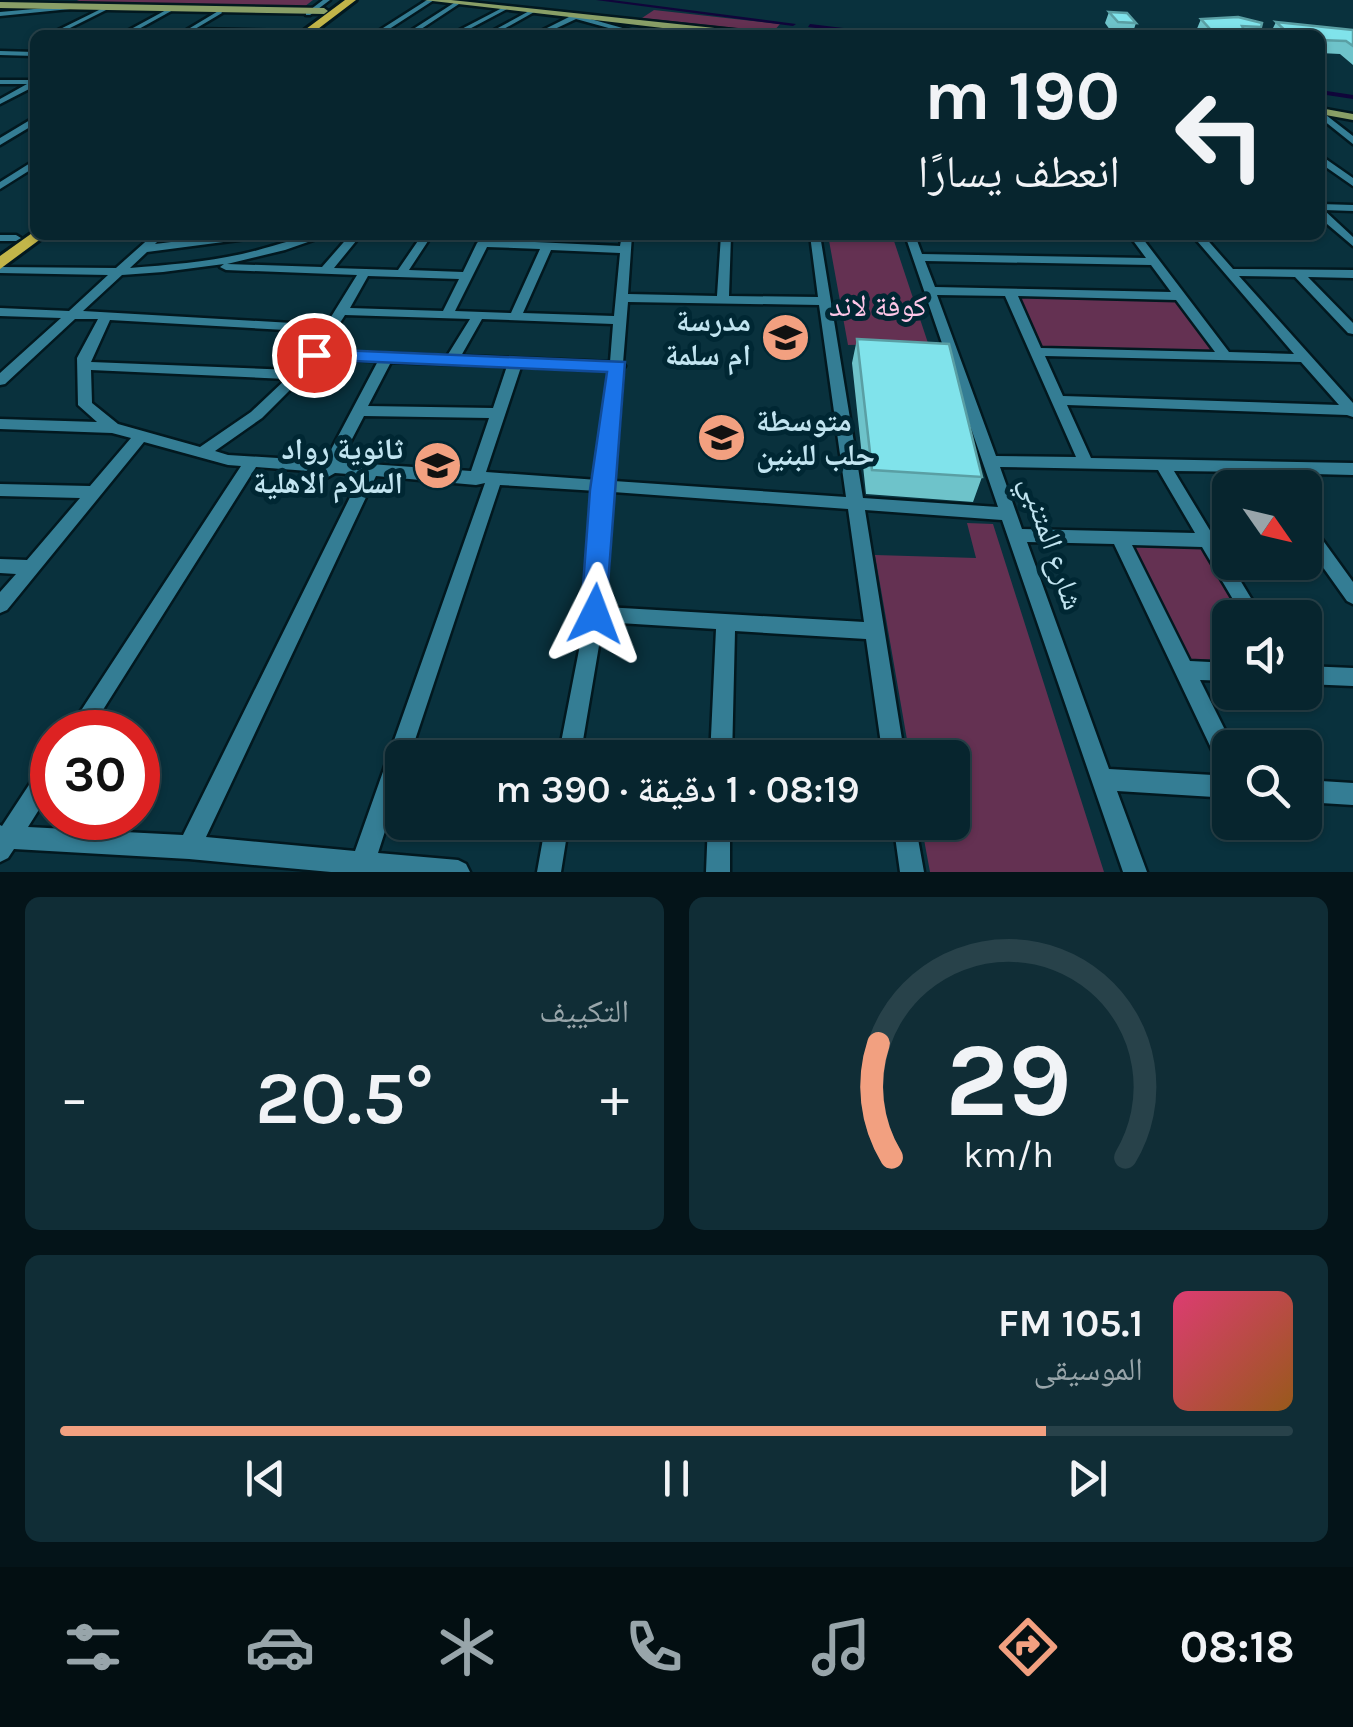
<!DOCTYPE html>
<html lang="ar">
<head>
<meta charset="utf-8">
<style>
  :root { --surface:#07252e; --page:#102d36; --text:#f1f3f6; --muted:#98a5aa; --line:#28424a; --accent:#f2a080 }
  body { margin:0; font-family:Karla,"Noto Naskh Arabic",sans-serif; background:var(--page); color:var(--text); direction:rtl; height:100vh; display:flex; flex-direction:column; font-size:38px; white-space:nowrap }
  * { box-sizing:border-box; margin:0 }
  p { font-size:32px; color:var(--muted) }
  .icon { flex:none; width:55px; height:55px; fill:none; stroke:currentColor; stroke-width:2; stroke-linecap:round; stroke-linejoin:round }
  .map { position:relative; height:872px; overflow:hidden; direction:ltr }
  .side { display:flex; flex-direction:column; gap:25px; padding:25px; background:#041419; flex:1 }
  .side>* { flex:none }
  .hud { position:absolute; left:30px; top:30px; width:1295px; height:210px; border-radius:15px; box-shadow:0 2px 8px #0004,0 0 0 2px var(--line); direction:rtl; background:#07252e; color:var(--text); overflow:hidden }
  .needle { width:65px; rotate:124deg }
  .controls { position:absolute; left:1212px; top:470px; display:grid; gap:20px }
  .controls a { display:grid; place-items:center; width:110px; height:110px; border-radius:15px; background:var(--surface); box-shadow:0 2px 8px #0004,0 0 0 2px var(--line); font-size:50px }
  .speed { position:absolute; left:30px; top:710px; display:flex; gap:20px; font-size:50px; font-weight:700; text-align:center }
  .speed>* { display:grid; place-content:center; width:130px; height:130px; border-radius:50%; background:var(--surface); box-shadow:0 2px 8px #0004,0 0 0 2px var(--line); line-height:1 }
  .speed .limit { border:15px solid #d22; background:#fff; color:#111 }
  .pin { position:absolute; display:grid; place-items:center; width:85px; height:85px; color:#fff; margin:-42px; border:5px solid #fff; border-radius:50%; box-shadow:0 2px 10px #0007 }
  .me { position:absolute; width:110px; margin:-55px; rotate:3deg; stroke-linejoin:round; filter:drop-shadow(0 0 8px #0008) }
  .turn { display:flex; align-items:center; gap:35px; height:210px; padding:0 40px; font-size:45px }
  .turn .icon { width:130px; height:130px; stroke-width:2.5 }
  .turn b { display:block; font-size:70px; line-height:85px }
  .big { font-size:75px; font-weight:600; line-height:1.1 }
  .side .card { flex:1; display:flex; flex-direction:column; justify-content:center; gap:15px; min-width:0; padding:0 35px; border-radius:15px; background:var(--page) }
  .side .dial { align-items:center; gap:0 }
  .dial svg { height:260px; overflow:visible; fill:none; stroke:var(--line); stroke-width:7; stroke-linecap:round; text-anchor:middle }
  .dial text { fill:var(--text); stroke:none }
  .song { display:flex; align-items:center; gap:30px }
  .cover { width:120px; height:120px; border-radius:15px; background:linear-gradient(135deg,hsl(340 70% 55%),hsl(30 70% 35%)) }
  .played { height:10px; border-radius:5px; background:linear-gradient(90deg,var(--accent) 80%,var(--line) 80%) }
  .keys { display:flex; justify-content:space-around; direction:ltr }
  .heat { display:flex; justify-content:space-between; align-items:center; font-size:55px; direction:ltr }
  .side .tiles { flex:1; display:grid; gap:25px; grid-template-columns:1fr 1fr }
  .card:last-child { grid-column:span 2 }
  .trip { position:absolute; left:385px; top:740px; width:585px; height:100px; border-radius:15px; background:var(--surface); box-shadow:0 2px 8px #0004,0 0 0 2px var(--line); font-weight:600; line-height:100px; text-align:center; direction:rtl }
  .tab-bar { display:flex; height:160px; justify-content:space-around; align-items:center; background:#030f12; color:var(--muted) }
  .tab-bar .icon { width:70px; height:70px }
  .tab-bar .current { color:var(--accent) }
  .tab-bar b { font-size:45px; color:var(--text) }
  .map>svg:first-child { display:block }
  .green { fill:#643152 }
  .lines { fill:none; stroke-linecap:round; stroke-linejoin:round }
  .canal { fill:#10053a; fill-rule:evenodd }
  .minor-casing { stroke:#02181f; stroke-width:5 }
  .major-casing { stroke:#02181f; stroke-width:5 }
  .highway-casing { stroke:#02181f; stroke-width:6 }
  .minor { fill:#347d94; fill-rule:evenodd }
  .major { fill:#899f67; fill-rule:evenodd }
  .highway { fill:#c2b549; fill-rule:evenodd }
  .wall { fill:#6ec3ca }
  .building { fill:#80e3eb; stroke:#5a9fa4; stroke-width:2.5 }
  .route { fill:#1a73e8; stroke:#114b97; stroke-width:2.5 }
  .labels { text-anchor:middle; stroke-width:10; stroke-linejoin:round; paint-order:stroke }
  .park-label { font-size:30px; fill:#fec7e8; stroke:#002733 }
  .poi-label { font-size:30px; font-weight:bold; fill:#c1e4f0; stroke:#002733; text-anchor:end }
  .street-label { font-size:30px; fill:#c1e4f0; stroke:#002733 }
</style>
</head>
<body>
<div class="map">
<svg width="1353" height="872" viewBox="0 0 1353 872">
  <rect width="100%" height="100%" fill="#09313d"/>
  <path class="green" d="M79 0H313L304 7 72 3Z
    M654 10 780 24 773 32 642 18Z
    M828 235H892L928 343 848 345Z
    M1017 296 1177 300 1216 353 1042 348Z
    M967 523 993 524 1104 872H930L921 823 952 822V758L910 757 875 555 976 558Z
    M1133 544 1204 547 1243 617 1230 618V660L1187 659Z"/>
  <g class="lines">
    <path class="canal" d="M596 0H612L796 24 793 26Z
      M810 24 885 33 888 35H871L808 27Z
      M1320 90 1353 95V99L1320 94Z"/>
    <defs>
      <path id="minor" d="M323 0H330L310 15H306V13Z
        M427 0H434L380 35H372Z
        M457 1 459 4 412 35H404Z
        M68 6 70 9 0 16V12Z
        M504 7 509 8 458 35H450Z
        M103 8 108 9 56 35H48Z
        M168 9 173 10 128 35H120Z
        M220 10 222 13 195 29 294 31 297 33 291 35 188 33 185 31Z
        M531 10 536 11 493 35H485Z
        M569 13 644 34 645 35H634L576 19 542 35H533L569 17 566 15Z
        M0 51 35 52V56L0 55Z
        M0 80H31L35 81V86L0 104V99L27 84H0Z
        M1326 115 1353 136V144L1323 120 1322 118Z
        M35 117V124L0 145V138Z
        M1320 155 1353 178V186L1320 163Z
        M35 160V167L0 189V182Z
        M1320 204 1353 205V211L1324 210 1353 237V246L1320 218Z
        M0 235H16L21 238 16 241H0Z
        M153 235H164L155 244 228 235H259L254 238 147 252 130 268C168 265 205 262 242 254 271 248 299 235 328 235L285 250 227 264 322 267 350 235H361L334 268 398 270 422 235H432L409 270 463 272 477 243 485 235 490 236V240L620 246 622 235H632L628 294 717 296 721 235H731L729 296 818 297 810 235H820L863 498 998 507 905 235H915L922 254 1146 258 1129 235H1140L1229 352 1294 354 1192 235H1203L1233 269 1353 270V278L1308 277 1353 323V334L1348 333 1295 277 1239 276 1353 403V417L1347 415 1067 405 1091 458 1353 463V475L1273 473 1283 488H1266L1255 472 1174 471 1263 618H1244L1202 547 1132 545 1190 661 1230 663V681L1200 680 1234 748H1230V774L1222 771 1114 544 1027 542 1109 769 1230 776V798L1117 791 1147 872H1123L1002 520 865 510 905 758H883L866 639 735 631 732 758H710L716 629 603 622 580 758H558L586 614 597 491 500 485 409 758H402V778L378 853 458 860 466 864 470 872H331L189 859 14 849 8 858 0 862V825L2 826 44 762 52 759V789L28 827 183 835 361 475 335 473 328 477 321 472 256 467 89 732H67L241 466 228 465 144 442 7 610 0 613V592L16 574 0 573V559L27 560 80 498 0 496V484L90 486 131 438 112 433 0 429V419L97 422 78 405 77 358 98 319H75L5 384 0 385V373L61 318 0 316V308L69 311 108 275 0 273V267L116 268ZM487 247 540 249 511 313 455 311ZM551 250 620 253 614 316 523 313ZM925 261 1151 265 1171 292 935 287ZM224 264 220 267 226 270 357 275 326 325 83 311 122 275 163 272ZM368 276 459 279 443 311 350 308ZM937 295 1005 296 1076 457 996 456ZM1018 296 1176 300 1215 352 1041 348ZM628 302 819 305 846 497 614 481 623 369 625 366 623 363ZM345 315 470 319 447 356 322 351ZM482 319 613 324 610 362 461 356ZM110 320 321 332 293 370 91 362ZM1045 356 1301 362 1339 405 1063 396ZM316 359 378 361 325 461 228 455 215 451 262 418 301 379 307 378 309 375 307 372ZM391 362 507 366 493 408 368 406ZM521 367 609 370 598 480 486 472ZM91 370 286 379 251 412 200 447 118 424 92 403ZM364 416 489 418 471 471 340 462ZM1000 467 1158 470 1195 533 1022 529ZM376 476 476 485 485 483 355 851 206 837ZM613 492 848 509 864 622 605 607Z
        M1305 523 1311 524 1353 582V604L1347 601 1305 542Z
        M1305 666 1353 668V686L1305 684Z
        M1305 780 1353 783V805L1305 802Z
        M546 822H569L561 872H537Z
        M708 822H730V872H706Z
        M893 822H915L924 872H900Z"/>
      <path id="major" d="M424 0H451L780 35H722Z
        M0 2 324 8 328 11 324 14 0 8Z
        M1320 108 1353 114V120L1320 114Z"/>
      <path id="highway" d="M345 0H356L310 35H298Z
        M35 231V235H46L0 269V256Z"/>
    </defs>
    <use href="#minor" class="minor-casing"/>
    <use href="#major" class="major-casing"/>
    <use href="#highway" class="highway-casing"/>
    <use href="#minor" class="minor"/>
    <use href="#major" class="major"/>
    <use href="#highway" class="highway"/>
  </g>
  <path class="wall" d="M1109 12 1136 23 1132 35 1113 34 1105 23Z
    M1201 19 1261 27 1258 35H1199L1196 31Z
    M1276 22 1353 30V65L1340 54 1320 53V35H1271L1270 34Z
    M857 339 982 477 973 502 866 494 852 363Z"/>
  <path class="building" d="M1109 12 1127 13 1136 23 1118 22Z
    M1238 17 1262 23 1261 27 1242 26 1244 30 1210 29 1201 19Z
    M1276 22 1353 30V46L1346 41 1320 40V35H1290Z
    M857 339 949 344 982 477 872 470Z"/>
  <path class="route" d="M314 349 625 362 605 623H585L581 614 590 490 607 372 307 359 304 355Z"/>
  <defs>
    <symbol id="school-disc" viewBox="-11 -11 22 22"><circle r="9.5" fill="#f2a080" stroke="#002733"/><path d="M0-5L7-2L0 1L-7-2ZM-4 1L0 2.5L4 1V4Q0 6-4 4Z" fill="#111"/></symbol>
  </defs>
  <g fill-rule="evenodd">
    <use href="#school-disc" x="758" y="310" width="55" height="55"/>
    <use href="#school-disc" x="694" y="410" width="55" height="55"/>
    <use href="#school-disc" x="410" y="438" width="55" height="55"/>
  </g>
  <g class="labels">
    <g class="park-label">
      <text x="878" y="316">كوفة لاند</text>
    </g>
    <g class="poi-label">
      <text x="751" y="331">مدرسة<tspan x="751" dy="34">ام سلمة</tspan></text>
      <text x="756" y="431" text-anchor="start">متوسطة<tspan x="756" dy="34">حلب للبنين</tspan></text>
      <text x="403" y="459">ثانوية رواد<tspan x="403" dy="34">السلام الاهلية</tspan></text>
    </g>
    <g class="street-label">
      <text transform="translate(1052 543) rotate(71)" y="10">شارع المتنبي</text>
    </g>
  </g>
</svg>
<div class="controls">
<a><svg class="needle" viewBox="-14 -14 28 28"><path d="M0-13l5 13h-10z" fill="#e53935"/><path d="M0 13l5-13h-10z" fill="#98a5aa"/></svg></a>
<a><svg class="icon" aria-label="sound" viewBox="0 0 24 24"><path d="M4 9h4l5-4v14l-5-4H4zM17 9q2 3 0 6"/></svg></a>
<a><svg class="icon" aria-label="search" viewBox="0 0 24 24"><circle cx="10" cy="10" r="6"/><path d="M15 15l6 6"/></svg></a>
</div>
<div class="speed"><div class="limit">30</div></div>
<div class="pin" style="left:314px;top:355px;background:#d93025"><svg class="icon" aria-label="arrive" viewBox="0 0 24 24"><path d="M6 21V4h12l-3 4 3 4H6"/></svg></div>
<svg class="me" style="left:595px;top:614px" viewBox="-20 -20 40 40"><path d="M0-17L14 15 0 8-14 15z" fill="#1a73e8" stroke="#fff" stroke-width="4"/></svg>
<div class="trip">08:19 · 1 دقيقة · 390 m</div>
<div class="hud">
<div class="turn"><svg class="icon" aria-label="left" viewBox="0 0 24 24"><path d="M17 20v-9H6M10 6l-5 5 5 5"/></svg><div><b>190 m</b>انعطف يسارًا</div></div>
</div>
</div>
<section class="side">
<div class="tiles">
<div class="card dial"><svg viewBox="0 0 100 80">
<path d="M14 69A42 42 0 1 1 86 69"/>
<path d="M14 69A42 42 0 0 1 10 34" stroke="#f2a080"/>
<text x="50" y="56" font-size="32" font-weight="700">29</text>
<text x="50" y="72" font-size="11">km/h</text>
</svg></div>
<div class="card"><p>التكييف</p>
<div class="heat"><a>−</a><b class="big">20.5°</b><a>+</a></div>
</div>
<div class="card">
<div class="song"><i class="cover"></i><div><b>105.1 FM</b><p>الموسيقى</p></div></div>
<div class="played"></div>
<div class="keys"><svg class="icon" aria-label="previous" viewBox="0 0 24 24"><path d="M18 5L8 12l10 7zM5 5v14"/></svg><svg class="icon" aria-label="pause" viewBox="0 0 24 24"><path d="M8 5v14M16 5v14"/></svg><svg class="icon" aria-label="next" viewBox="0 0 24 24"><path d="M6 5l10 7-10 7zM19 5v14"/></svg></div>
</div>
</div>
</section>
<nav class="tab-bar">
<b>08:18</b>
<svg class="icon current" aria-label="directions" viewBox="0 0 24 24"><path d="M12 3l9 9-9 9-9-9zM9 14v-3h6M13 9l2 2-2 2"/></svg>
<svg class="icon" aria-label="music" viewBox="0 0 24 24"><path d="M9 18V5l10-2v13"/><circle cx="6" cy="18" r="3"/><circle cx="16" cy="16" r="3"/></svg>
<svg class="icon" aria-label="phone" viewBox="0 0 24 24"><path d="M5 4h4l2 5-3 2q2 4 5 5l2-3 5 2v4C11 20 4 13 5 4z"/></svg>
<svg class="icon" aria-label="climate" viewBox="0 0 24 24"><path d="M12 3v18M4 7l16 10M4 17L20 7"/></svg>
<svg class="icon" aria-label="car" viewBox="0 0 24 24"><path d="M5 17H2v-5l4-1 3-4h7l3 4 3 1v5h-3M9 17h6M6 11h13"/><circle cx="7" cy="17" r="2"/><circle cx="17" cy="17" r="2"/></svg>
<svg class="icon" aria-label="filters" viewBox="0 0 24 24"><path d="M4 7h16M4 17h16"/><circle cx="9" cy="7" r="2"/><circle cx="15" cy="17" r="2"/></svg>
</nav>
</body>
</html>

————————

Go through the material above, and wherever a line contains the string "heat", return it.

* _Solution to this exercise_
  .heat { display:flex; justify-content:space-between; align-items:center; font-size:55px; direction:ltr }
<div class="heat"><a>−</a><b class="big">20.5°</b><a>+</a></div>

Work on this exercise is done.